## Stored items
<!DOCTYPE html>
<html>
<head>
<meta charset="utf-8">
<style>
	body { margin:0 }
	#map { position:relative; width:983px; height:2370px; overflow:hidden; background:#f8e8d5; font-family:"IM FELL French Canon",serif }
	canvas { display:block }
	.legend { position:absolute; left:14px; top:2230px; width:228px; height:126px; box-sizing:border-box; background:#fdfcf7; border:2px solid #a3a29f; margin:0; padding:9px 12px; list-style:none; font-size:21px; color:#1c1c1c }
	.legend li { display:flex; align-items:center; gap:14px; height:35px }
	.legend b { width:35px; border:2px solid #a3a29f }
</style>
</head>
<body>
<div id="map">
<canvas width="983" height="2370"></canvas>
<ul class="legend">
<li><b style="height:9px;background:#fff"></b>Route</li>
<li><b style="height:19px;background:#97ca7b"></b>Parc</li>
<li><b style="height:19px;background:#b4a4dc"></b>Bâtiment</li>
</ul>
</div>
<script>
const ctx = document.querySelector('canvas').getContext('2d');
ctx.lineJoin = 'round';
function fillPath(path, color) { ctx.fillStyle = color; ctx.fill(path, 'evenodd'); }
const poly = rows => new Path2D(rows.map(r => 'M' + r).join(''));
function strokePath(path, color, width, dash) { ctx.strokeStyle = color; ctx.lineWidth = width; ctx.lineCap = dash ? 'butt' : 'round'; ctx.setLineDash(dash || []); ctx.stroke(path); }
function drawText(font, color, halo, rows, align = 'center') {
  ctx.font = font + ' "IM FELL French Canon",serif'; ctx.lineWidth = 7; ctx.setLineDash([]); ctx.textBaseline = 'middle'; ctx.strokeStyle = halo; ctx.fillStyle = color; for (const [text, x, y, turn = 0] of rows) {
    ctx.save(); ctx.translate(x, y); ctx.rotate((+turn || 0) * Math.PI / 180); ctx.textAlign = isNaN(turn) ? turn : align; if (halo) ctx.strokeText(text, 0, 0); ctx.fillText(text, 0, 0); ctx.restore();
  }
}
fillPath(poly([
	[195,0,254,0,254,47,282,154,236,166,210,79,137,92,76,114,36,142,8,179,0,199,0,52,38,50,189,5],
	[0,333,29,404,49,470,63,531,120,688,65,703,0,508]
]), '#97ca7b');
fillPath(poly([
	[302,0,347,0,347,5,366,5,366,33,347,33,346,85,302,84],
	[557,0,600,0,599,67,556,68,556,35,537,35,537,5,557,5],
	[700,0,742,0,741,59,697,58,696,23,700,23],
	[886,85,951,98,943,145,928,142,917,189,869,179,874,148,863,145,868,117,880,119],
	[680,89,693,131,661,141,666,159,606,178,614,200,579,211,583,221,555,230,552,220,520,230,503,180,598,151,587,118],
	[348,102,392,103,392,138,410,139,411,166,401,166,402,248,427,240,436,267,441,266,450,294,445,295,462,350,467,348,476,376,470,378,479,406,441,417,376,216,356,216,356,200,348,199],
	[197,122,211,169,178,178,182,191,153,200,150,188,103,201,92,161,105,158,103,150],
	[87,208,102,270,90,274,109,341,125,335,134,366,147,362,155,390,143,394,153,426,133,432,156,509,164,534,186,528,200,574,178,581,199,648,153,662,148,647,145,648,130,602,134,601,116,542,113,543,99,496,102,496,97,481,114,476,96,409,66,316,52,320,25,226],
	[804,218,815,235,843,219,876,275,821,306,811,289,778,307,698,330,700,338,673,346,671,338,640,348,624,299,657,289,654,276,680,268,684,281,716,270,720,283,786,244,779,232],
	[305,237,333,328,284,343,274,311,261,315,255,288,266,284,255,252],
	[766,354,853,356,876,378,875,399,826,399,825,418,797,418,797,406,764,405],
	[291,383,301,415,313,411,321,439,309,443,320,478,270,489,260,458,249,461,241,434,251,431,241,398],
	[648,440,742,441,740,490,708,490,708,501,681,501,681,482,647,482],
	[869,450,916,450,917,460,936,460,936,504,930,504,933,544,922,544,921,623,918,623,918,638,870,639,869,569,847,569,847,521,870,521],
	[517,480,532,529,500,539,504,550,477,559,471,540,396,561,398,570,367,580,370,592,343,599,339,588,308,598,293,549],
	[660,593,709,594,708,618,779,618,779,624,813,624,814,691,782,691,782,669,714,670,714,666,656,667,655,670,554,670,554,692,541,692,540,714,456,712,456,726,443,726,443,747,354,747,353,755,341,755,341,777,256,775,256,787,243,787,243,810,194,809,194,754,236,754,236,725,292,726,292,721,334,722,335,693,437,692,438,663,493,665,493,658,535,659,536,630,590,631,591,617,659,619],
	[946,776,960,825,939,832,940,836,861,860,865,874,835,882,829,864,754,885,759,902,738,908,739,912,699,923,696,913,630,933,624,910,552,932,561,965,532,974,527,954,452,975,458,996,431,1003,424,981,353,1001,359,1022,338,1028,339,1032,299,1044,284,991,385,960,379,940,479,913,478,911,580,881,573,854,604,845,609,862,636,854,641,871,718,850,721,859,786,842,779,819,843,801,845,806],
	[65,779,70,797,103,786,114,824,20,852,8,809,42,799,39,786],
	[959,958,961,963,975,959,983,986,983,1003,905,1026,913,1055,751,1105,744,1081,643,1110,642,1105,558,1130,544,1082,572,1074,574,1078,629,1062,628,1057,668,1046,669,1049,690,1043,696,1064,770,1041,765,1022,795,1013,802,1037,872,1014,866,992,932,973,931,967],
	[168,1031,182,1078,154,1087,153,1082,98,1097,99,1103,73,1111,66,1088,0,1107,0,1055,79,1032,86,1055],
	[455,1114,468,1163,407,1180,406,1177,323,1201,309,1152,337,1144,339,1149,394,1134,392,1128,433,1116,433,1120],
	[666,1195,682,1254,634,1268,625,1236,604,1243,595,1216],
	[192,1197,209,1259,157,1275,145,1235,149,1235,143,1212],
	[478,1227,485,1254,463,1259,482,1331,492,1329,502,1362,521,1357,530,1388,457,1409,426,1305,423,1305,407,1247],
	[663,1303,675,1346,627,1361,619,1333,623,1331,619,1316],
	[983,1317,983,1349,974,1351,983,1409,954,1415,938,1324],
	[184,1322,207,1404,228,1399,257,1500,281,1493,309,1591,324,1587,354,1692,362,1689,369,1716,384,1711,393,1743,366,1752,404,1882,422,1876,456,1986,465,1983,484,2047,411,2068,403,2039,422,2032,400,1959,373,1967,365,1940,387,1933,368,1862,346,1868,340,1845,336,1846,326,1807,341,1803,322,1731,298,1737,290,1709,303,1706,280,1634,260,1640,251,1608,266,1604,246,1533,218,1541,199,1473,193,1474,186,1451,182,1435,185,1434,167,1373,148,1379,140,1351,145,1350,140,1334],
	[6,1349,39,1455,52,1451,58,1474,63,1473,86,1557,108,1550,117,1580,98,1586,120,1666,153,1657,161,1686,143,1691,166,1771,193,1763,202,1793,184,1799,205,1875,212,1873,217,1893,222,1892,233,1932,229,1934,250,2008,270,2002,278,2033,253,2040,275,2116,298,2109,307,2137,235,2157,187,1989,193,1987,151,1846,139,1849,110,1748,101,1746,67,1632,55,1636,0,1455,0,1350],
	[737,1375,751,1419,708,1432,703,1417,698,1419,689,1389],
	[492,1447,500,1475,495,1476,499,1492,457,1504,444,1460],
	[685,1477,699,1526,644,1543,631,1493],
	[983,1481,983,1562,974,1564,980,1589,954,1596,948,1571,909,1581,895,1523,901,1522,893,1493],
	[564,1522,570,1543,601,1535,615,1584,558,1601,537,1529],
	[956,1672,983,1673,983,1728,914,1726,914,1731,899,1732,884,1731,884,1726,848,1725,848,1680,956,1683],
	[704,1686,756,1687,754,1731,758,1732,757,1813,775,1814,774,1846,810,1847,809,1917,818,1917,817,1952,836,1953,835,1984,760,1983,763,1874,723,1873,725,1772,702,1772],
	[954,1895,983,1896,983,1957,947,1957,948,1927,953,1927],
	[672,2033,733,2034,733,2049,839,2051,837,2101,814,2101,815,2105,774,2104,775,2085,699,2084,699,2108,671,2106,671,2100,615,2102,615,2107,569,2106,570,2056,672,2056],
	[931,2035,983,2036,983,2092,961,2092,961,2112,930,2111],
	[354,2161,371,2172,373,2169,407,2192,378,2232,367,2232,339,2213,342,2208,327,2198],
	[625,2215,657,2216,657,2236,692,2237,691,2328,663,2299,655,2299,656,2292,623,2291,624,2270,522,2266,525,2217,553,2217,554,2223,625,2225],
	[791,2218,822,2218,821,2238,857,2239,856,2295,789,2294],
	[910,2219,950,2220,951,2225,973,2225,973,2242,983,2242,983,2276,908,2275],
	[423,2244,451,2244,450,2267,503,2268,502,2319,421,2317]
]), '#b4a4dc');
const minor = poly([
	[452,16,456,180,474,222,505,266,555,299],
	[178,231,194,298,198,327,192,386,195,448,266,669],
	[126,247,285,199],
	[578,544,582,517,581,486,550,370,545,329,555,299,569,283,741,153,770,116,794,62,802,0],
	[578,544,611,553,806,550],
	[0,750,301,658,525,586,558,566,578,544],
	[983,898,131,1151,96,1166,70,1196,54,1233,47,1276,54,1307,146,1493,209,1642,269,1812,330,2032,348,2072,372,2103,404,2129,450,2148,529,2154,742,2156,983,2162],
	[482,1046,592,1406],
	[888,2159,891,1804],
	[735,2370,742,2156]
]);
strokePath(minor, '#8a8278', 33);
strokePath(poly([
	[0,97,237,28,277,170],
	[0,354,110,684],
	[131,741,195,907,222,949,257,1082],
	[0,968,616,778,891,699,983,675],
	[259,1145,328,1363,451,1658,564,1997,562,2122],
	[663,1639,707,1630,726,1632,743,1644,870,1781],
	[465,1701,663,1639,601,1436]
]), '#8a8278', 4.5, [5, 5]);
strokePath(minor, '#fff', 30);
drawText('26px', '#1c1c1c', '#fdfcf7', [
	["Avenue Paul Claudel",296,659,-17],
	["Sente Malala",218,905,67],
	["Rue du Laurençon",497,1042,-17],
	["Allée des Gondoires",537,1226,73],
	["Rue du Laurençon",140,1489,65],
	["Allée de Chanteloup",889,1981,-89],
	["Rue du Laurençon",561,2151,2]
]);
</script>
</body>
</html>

## ABOUT THIS EXERCISE
Copy out each line of the records that holds the string "canvas".

## THE COMPLETED TASK
	canvas { display:block }
<canvas width="983" height="2370"></canvas>
const ctx = document.querySelector('canvas').getContext('2d');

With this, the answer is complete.